Rosalina Gomez is a $13-an-hour janitor who cleans the U.S. Bancorp executive offices every night.
Last week, Gomez tried to meet with Richard Davis, U.S. Bancorp's chief executive, to ask him to halt the foreclosure of her Minneapolis duplex and to give her family a mortgage that reflects its reduced valuation and their ability to pay.
Gomez, 49, was preparing to deliver a letter at a banquet honoring Davis. Bank officials persuaded her not to interrupt the luncheon and instead to meet with U.S. Bancorp's Twin Cities manager. She did.
After conferring with executives at J.P. Morgan Chase, which also has a role in the Gomez mortgage, U.S. Bancorp agreed to a two-month extension of the March 11 date by which Rosalina and Hector Gomez and their teenage son were to be evicted from their duplex.

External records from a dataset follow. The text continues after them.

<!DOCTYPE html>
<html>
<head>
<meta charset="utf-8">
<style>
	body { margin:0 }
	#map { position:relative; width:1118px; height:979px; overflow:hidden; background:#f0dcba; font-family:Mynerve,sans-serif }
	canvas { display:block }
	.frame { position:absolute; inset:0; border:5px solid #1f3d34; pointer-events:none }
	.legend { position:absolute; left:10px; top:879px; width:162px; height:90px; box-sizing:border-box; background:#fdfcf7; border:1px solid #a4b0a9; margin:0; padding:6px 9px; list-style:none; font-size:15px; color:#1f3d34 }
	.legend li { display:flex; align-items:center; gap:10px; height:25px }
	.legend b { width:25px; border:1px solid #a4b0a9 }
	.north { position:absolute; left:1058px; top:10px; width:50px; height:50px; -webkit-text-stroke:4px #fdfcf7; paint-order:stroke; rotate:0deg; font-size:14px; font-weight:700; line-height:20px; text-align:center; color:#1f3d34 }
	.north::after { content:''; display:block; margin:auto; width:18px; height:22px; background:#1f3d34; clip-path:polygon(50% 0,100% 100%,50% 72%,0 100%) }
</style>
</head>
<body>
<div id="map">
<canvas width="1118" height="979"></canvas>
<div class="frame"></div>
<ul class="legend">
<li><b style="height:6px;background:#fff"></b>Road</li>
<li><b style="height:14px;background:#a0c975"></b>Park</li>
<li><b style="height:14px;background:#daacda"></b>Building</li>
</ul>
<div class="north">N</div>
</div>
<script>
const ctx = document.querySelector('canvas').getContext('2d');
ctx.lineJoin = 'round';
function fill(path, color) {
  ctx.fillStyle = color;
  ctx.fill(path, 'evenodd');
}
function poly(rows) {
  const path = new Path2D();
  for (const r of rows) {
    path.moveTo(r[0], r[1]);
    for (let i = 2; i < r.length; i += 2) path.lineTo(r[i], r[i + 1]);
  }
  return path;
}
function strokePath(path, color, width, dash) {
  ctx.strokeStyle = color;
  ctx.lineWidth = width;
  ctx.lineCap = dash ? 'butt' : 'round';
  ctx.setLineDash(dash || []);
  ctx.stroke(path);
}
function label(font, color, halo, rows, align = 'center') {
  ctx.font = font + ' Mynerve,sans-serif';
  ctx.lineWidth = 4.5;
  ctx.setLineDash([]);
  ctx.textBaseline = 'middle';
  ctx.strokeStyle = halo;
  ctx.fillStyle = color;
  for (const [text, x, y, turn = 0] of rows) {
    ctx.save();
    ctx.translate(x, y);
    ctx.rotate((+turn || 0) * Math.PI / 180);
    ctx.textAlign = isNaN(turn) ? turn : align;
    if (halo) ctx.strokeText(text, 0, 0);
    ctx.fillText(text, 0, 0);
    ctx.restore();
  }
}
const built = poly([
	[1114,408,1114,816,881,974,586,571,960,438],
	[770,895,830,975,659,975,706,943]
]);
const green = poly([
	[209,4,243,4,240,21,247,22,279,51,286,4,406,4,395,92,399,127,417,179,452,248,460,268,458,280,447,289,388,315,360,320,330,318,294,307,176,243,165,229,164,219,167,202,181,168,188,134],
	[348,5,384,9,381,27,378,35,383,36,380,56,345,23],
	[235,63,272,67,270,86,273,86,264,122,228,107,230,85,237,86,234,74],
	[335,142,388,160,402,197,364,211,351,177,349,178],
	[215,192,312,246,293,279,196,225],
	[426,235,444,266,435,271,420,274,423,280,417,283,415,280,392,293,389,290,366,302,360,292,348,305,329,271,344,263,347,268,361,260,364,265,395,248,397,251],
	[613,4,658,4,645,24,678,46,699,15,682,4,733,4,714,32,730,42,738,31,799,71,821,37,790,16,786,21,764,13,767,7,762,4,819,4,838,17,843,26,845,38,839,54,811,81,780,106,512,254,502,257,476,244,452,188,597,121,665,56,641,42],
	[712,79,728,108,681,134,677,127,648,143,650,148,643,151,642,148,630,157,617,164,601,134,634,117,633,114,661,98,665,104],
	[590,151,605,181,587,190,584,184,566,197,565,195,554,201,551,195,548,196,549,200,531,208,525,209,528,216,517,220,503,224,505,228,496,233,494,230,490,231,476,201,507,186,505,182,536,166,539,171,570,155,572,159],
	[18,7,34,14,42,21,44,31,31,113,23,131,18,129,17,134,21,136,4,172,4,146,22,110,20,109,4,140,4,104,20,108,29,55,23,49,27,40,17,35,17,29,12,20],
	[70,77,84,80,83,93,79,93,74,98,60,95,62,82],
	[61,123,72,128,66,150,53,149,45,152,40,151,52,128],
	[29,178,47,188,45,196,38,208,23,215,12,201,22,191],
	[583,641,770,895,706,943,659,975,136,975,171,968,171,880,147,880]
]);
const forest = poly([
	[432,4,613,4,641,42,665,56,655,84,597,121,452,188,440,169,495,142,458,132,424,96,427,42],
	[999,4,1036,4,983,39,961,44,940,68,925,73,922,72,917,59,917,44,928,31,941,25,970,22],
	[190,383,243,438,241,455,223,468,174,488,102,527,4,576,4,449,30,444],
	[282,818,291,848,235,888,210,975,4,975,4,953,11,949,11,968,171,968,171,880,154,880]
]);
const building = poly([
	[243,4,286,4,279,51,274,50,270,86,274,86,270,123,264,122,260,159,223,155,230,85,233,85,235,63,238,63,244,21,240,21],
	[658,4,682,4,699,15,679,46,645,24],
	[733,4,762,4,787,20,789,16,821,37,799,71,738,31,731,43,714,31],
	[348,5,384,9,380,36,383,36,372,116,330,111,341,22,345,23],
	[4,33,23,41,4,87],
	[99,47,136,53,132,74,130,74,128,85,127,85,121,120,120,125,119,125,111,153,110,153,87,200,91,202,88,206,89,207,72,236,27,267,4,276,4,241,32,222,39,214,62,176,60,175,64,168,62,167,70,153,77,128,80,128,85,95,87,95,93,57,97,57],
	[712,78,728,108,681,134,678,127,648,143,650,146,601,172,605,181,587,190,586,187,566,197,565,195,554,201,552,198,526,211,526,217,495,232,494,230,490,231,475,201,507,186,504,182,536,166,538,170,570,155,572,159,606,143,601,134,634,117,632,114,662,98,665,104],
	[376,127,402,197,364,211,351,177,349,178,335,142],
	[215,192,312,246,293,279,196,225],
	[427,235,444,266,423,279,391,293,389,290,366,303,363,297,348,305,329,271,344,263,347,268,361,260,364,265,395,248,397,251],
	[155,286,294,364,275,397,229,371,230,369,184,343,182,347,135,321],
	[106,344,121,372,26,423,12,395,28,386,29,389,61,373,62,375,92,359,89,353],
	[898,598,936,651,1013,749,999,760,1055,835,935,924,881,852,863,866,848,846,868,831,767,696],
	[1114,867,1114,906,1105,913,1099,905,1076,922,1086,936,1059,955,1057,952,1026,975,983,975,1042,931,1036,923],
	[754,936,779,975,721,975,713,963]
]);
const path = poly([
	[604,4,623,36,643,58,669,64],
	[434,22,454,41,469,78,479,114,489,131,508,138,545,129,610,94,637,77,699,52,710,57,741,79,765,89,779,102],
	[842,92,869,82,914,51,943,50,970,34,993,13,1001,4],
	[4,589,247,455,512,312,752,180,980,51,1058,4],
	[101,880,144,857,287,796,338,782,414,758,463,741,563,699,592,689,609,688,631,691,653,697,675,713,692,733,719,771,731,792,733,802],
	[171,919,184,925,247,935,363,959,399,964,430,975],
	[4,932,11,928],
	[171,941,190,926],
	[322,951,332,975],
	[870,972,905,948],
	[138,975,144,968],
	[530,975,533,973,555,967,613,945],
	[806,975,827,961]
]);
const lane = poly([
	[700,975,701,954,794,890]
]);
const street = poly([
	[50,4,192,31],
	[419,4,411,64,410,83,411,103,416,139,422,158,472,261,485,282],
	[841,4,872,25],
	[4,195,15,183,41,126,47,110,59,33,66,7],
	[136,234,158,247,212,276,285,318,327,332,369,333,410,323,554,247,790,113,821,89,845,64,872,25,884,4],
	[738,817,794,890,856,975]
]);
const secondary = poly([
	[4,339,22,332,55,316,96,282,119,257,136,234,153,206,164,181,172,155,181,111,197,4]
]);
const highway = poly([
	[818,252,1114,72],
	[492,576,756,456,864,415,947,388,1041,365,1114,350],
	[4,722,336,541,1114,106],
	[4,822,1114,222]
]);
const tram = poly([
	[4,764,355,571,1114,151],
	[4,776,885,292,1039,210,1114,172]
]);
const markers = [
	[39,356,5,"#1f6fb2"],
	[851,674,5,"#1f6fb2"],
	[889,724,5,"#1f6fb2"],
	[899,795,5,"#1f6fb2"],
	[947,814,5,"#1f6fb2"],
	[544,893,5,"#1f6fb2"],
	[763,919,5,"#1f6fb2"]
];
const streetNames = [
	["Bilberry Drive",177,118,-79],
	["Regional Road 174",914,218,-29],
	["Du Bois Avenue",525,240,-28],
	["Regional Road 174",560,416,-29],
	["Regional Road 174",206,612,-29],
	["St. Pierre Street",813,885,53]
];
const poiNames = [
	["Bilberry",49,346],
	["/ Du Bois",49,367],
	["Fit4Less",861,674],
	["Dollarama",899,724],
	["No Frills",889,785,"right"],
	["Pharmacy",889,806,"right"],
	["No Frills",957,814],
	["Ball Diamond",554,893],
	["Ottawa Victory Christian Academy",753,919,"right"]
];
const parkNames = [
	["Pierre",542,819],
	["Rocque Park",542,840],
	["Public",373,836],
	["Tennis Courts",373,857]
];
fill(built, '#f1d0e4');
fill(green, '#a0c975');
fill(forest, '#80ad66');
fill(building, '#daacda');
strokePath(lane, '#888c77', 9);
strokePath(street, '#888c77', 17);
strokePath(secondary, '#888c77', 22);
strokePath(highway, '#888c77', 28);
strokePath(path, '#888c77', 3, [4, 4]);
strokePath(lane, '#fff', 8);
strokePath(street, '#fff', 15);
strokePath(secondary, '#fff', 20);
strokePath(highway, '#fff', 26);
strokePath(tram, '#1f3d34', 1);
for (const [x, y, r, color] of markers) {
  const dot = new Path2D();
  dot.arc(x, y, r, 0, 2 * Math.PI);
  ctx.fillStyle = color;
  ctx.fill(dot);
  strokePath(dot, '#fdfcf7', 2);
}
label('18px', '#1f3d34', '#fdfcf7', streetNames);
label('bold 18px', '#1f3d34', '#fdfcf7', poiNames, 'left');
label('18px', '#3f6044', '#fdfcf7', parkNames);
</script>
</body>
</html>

"I want Richard to help my family keep our home," Rosalina said through an interpreter last week. "But we need a payment we can afford. The house was valued at more than $200,000 in 2006. And now it is valued at $65,000."
The Gomez situation offers a window into how the mortgage boom, fueled by cheap money, vulnerable borrowers, con artists, lax regulators and loose lenders, nearly flattened the U.S. economy. It also illustrates how difficult it is to untangle the mortgage web even after a borrower has gotten the attention of the CEO.
U.S. Bancorp officials told me they have little power to intercede. The Minneapolis bank is the trustee for investors who own the mortgage.
"We didn't originate the loan, we didn't service it and we didn't place that property in foreclosure," U.S. Bancorp spokesman Steve Dale said. "We did find out that Chase was the servicer of the loan. We helped Mrs. Gomez and her husband get an extension. And they get 60 extra days to make up their minds what to do."